Is it consistent with this purpose of perfect union, and perfect and unrestricted intercourse, that property which the citizen of one State brings into another State, for the purpose of passing through it to a State where he intends to take up his residence, shall be confiscated in the State through which he is passing, or shall be declared to be no property, and liberated from his control? If he, indeed, brings his property voluntarily, with the design of taking up his residence in another State, or sojourning there for any purpose of business, even for a brief period, he subjects himself to the legislation of that State, with regard to his personal rights and the rights relating to property.
By the law of nations, the citizens of one government have a right of passage through the territory of another, peaceably, for business or pleasure; and the latter acquires no right over such person or his property. This privilege is yielded between foreign nations towards each other without any express compact. It is a principle of the unwritten law of nations.
Of course this principle is much more imperative on the several States than between foreign nations in their relations towards each other. For it can be clearly deduced, as we have seen, from the compact on which their union is based. Therefore, making this principle of the law of nations applicable to the compact which exists between the several States, we say, that the citizens of any one State have a right of passage through the territory of another, peaceably, for business or pleasure; and the latter acquires no right over such person or his property. But the judge who decided this case in the first instance (by whose reasoning, I may be permitted here to say, I was erroneously influenced in voting at the general term of the Supreme Court in the first district), while admitting the principle of the law of nations, which I have quoted, says that the property, which the writers on the law of nations speak of, is merchandise or inanimate things, and that the *Page 637 principle, therefore, is not applicable to the slaves, who, by the law of nature and of nations, he contends, cannot be property. Foreign nations, undoubtedly, between whom no express compact exists, are at liberty to make this exception. But can any of the States of this confederacy, under the compact which unites them, do the same? Can they make this distinction? In other words, can any one State insist, under the federal compact, in reference to the rights of the citizens of any other State, that there is no such thing as the right of such citizens, in their own States, to the service and labor of any person. This is property; and whether the person is held to service and labor for a limited period, or for life, it matters not; it is still property — recognized as an existing institution by the people who framed the present Constitution, and binding upon their posterity forever, unless that Constitution should be modified or dissolved by common consent.

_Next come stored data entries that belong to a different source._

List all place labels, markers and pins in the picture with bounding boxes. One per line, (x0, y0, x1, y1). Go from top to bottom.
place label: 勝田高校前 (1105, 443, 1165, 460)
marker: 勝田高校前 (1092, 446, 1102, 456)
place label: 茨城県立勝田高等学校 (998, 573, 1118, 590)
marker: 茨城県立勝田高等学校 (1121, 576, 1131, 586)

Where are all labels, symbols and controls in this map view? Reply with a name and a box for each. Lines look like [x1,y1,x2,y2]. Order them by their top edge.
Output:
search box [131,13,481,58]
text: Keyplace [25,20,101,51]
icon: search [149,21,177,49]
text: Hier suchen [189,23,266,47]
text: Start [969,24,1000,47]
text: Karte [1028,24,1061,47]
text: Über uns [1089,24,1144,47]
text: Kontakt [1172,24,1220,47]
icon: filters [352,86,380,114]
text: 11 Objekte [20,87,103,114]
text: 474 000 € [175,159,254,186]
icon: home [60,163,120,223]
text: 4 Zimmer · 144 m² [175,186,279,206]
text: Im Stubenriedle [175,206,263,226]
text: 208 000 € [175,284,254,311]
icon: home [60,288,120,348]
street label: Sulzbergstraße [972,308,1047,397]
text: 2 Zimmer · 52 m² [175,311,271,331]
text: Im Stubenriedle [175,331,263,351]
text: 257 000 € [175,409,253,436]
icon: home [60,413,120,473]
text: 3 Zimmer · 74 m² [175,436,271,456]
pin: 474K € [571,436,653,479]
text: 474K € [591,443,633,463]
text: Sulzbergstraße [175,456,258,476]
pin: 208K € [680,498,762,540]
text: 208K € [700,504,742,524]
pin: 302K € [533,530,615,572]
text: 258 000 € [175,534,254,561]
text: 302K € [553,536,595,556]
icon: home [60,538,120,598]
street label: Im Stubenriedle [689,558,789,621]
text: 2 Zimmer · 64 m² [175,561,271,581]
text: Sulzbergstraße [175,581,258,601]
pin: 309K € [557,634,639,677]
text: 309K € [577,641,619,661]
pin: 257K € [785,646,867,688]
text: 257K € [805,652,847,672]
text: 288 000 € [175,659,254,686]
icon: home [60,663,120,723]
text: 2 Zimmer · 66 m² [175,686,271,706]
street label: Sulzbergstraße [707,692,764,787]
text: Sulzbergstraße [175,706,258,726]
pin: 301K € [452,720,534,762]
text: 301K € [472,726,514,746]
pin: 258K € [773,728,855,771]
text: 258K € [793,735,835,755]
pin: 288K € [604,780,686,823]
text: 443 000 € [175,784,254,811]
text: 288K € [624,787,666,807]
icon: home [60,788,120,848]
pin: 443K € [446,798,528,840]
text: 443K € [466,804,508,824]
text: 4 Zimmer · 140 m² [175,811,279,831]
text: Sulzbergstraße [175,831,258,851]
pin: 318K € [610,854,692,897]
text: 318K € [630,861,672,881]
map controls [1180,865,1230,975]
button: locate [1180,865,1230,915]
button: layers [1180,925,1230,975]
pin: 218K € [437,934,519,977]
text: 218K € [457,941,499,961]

The learned judge who rendered the decision in the first instance in this case, would, of course, admit, on his own reasoning, that, if by the law of nations the right was recognized to property in slaves, the principle would apply to that species of property as well as to any other, and its inviolability would be upheld whenever its owner was passing with it through any territory of the family of nations. Can it be disputed that the obligations of the States of this Union towards each other are less imperative than those of the family of nations would be towards each other, if a right to this species of property was recognized by the implied compact by which their conduct is regulated. The position, therefore, of the learned judge, and of the general term, can only be maintained on the supposition that the compact which binds the States together does not recognize the right to the labor and service of slaves as property; and that each State is at liberty to act towards other States, in this matter, according to its own particular opinions in relation to the justice or expediency of holding such property. It may be, therefore, necessary more particularly, though briefly, to inquire what were and what had been the circumstances of the original States, in relation *Page 638 to this subject, at the time of the adoption of the present Constitution; what was the common understanding in relation to it, as pointed out by the debates in the Convention, and what does the Constitution itself, by express provisions or necessary implication, indicate on this ever important subject.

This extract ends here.